Mann (34) stirbt nach Einsatz der Münchner Polizei – das ist bis jetzt bekannt

Update, 13.07 Uhr: Im Rahmen der Pressekonferenz der Münchner Polizei sind weitere Details zu dem Geschehen am Sonntagnachmittag bekannt geworden, die genauen Umstände des Todes des 34-Jährigen liegen noch im Dunkeln.
Obduktion des Leichnams vermutlich noch am Montag
Wie in solchen Fällen üblich, ermittelt eine neutrale Dienststelle. Diesmal ist es das Bayerische Landeskriminalamt. Der polizeibekannte Mann sei unter laufender Reanimation des Notarztes in ein Krankenhaus gebracht worden und später verstorben. Noch am heutigen Montag solle der Leichnam obduziert werden.
Die beteiligten Polizeibeamten seien nicht suspendiert worden, sie hätten einen Schock erlitten und seien in psychologischer Behandlung.
34-Jähriger kollabiert während der Festnahme
Zum Geschehen vor Ort teilte die Polizei mit, dass man nicht wisse, was genau der Mann auf der Straße gerufen hätte. Der 34-Jährige habe den Beifahrer des herannahenden Autos mit der Faust in Gesicht geschlagen und verletzt. Der Mann am Steuer habe wohl im ersten Schreckmoment Gas gegeben. Er sei dann wieder zurückgekommen.
Es seien mehrere Streifen ausgerückt, der Mann habe sich "massiv gewehrt", sei "gefesselt" worden und sei "während der Festnahme plötzlich kollabiert".
Hasenbergl: Mann (34) läuft laut schreiend über die Straße
Ursprungsmeldung, 3. August, 12.10 Uhr: Nach einem Einsatz der Münchner Polizei im Hasenbergl ist in der Nacht ein 34-jähriger Mann ums Leben gekommen. Was bisher zu dem Fall bekannt ist.

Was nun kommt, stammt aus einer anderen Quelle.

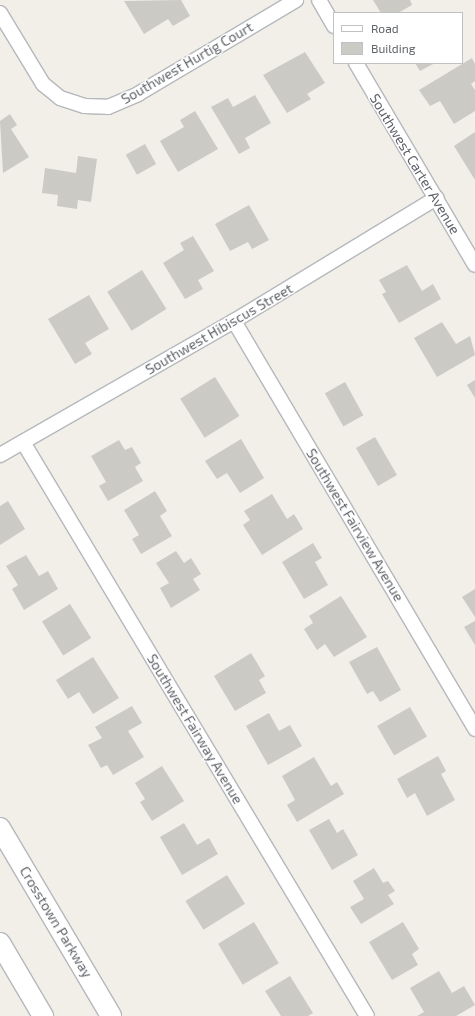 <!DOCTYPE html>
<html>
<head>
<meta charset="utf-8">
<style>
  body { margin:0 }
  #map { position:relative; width:475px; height:1016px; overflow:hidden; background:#f1efe8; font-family:"Exo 2",sans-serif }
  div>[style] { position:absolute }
  .building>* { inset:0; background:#cccac5; transform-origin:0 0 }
  .roads { filter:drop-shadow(1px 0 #b5b8bc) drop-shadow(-1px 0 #b5b8bc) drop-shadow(0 1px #b5b8bc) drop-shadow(0 -1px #b5b8bc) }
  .minor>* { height:14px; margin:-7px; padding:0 7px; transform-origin:7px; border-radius:7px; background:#fff }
  .secondary>* { height:20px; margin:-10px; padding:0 10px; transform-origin:10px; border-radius:10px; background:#fff }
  span { translate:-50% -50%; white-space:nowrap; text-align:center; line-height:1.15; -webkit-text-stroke:3px #fff; paint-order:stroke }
  .street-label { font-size:14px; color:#5f6368 }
  .legend { position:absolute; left:333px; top:12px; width:130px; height:52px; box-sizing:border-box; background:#fff; border:1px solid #bfc1c3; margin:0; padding:5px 7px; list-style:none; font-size:12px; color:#5f6368 }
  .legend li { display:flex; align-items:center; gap:8px; height:20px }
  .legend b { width:20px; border:1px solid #bfc1c3 }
</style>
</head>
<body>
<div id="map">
  <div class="building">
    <div style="clip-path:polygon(181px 0,190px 16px,173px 26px,168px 19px,144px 34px,124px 1px)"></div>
    <div style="clip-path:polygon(373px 0,410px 0,412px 5px,398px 13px,381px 13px)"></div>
    <div style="clip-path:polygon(305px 52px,325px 83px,307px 94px,311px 99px,287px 113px,263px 75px)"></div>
    <div style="clip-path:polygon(472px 58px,475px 64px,475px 81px,471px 84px,475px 90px,475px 111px,454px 124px,440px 101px,430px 106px,419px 90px)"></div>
    <div style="clip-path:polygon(415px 63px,435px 63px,420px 71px)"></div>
    <div style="clip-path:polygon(255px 95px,271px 123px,245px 138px,250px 148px,239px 154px,211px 107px,228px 98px,233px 107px)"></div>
    <div style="clip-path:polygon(195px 111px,218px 149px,178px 172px,160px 141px,184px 127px,180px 120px)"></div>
    <div style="clip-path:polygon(10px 114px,17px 125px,11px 129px,29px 157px,3px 173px,0 121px)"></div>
    <div style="clip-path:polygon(475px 132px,475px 180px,454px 146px)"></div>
    <div style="left:145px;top:144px;width:23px;height:22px;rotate:61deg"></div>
    <div style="clip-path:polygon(78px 156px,97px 159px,91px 202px,78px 200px,77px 209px,57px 206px,58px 195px,42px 193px,45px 168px,76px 173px)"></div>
    <div style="clip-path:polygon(249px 205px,269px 240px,252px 249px,248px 242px,230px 251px,215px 224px)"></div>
    <div style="clip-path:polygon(193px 236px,214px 271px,198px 280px,203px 289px,185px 299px,163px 263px,184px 250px,180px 243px)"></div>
    <div style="clip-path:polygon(407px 265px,422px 291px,433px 284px,441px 299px,399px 323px,382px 294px,386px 292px,379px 280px)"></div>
    <div style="left:142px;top:270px;width:46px;height:41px;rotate:58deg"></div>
    <div style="clip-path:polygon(89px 295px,109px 329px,85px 343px,92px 354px,75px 364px,48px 319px)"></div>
    <div style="clip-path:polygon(442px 322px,456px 344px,470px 336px,475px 355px,437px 377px,414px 338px)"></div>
    <div style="left:215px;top:377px;width:46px;height:41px;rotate:58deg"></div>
    <div style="clip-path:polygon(475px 380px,475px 398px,467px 385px)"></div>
    <div style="left:345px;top:382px;width:38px;height:23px;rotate:61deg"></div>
    <div style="left:375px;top:437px;width:44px;height:22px;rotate:60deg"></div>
    <div style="clip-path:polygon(241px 439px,264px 478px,240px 493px,227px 473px,217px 479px,205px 461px)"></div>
    <div style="clip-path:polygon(119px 440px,125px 450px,132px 447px,141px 463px,135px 467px,143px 481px,108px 501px,99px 486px,106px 482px,91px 456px)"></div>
    <div style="clip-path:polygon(155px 491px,167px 511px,160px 516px,172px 536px,141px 554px,132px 539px,139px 535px,124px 510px)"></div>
    <div style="clip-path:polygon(272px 494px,287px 519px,294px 514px,303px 529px,262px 555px,243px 525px,250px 520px,244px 511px)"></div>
    <div style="clip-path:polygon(8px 501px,25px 529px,0 545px,0 506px)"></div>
    <div style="clip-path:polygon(313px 543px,322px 558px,315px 562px,328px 585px,304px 599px,282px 562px)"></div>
    <div style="clip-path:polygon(176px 551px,184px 563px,191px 558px,201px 574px,193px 579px,200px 590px,171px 608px,160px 588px,169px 583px,156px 563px)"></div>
    <div style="clip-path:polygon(26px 555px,39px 576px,48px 571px,58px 589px,24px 610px,12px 589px,18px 585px,6px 566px)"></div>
    <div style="clip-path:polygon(475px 589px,475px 617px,462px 597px)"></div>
    <div style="clip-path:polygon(341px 596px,367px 637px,334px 657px,325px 644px,317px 650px,304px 629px,313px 623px,309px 616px)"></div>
    <div style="left:70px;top:604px;width:40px;height:33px;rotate:58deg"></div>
    <div style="clip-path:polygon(475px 621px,475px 645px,464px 627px)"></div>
    <div style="clip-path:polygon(377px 647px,401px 690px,380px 702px,373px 691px,367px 694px,349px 662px)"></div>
    <div style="clip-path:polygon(251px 653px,265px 676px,259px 680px,266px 693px,235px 711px,214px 676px)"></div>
    <div style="clip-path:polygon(93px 657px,119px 698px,93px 714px,79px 692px,68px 699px,56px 680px)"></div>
    <div style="clip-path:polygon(132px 706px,142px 723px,128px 731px,144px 757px,113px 775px,107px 765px,101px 768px,88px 745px,102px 738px,95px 727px)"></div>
    <div style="left:410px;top:707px;width:34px;height:38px;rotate:60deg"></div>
    <div style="clip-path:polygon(269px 713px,279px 731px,290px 725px,302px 746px,268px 765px,246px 726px)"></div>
    <div style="clip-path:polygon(438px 756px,446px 771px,441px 774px,455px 800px,427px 816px,415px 793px,407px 798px,397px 779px)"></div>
    <div style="clip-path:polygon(314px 757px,331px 786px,337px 782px,344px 794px,297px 822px,287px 805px,295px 800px,282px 776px)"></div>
    <div style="clip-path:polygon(162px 766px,184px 801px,152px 821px,140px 802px,145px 799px,135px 783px)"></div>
    <div style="clip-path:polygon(329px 819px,337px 833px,343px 829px,358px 855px,332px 870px,309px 830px)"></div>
    <div style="clip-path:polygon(184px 823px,197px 845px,209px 838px,218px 854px,182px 875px,160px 837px)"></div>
    <div style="clip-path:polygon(374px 868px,383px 883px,388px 881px,395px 891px,388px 895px,394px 904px,361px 924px,350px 907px,364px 899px,353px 881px)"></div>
    <div style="left:227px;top:875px;width:34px;height:49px;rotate:58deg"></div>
    <div style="left:254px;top:922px;width:48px;height:42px;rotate:59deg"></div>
    <div style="clip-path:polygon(403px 922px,419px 949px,412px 954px,418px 965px,392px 980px,369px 942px)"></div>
    <div style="clip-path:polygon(439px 971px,452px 993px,464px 986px,475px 1005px,456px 1016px,417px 1016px,424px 1012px,410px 988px)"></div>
    <div style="clip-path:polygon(290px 976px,313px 1013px,308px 1016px,281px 1016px,265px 991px)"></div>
  </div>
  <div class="roads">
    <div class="minor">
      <div style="left:319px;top:0;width:30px;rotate:60deg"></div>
      <div style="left:0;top:13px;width:83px;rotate:58.8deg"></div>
      <div style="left:43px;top:84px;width:22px;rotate:39deg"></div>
      <div style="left:60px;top:98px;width:25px;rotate:18deg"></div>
      <div style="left:84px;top:106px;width:24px;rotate:2deg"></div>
      <div style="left:108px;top:107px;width:33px;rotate:-23deg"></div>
      <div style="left:138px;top:94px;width:184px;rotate:-30.7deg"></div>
      <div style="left:356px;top:63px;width:234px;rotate:59.5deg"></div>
      <div style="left:234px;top:321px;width:474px;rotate:59.4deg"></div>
      <div style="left:23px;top:442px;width:669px;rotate:59.07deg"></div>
      <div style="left:0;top:455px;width:270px;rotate:-29.8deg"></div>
      <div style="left:234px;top:321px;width:237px;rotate:-31.3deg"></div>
    </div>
    <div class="secondary">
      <div style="left:0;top:828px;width:218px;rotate:59.4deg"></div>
      <div style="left:0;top:943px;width:85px;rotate:59.5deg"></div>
    </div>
  </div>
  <div class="street-label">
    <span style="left:187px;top:63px;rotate:-30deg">Southwest Hurtig Court</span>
    <span style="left:415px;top:164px;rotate:59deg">Southwest Carter Avenue</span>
    <span style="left:219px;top:329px;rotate:-30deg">Southwest Hibiscus Street</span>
    <span style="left:355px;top:525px;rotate:59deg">Southwest Fairview Avenue</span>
    <span style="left:195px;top:729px;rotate:59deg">Southwest Fairway Avenue</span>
    <span style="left:56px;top:922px;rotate:59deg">Crosstown Parkway</span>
  </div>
  <ul class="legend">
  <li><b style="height:5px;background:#fff"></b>Road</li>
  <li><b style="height:11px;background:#cccac5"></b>Building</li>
  </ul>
</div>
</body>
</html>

Nach Angaben der Polizei waren am Sonntag (2. August) gegen 15.15 Uhr mehrere Notrufe bei der Einsatzzentrale des Polizeipräsidiums München eingegangen: Eine Person halte sich im Bereich der Ittlingerstraße/Weitlstraße und bewege sich "laut schreiend auf der Fahrbahn".
Beim Eintreffen der ersten Polizeistreife sei die Person – wie sich später herausstellte, handelte es sich um einen 34-Jährigen mit bosnisch-herzegowinischer Staatsangehörigkeit und Wohnsitz in München – auf einen heranfahrenden Pkw zugelaufen und habe sich an dessen Front festgehalten.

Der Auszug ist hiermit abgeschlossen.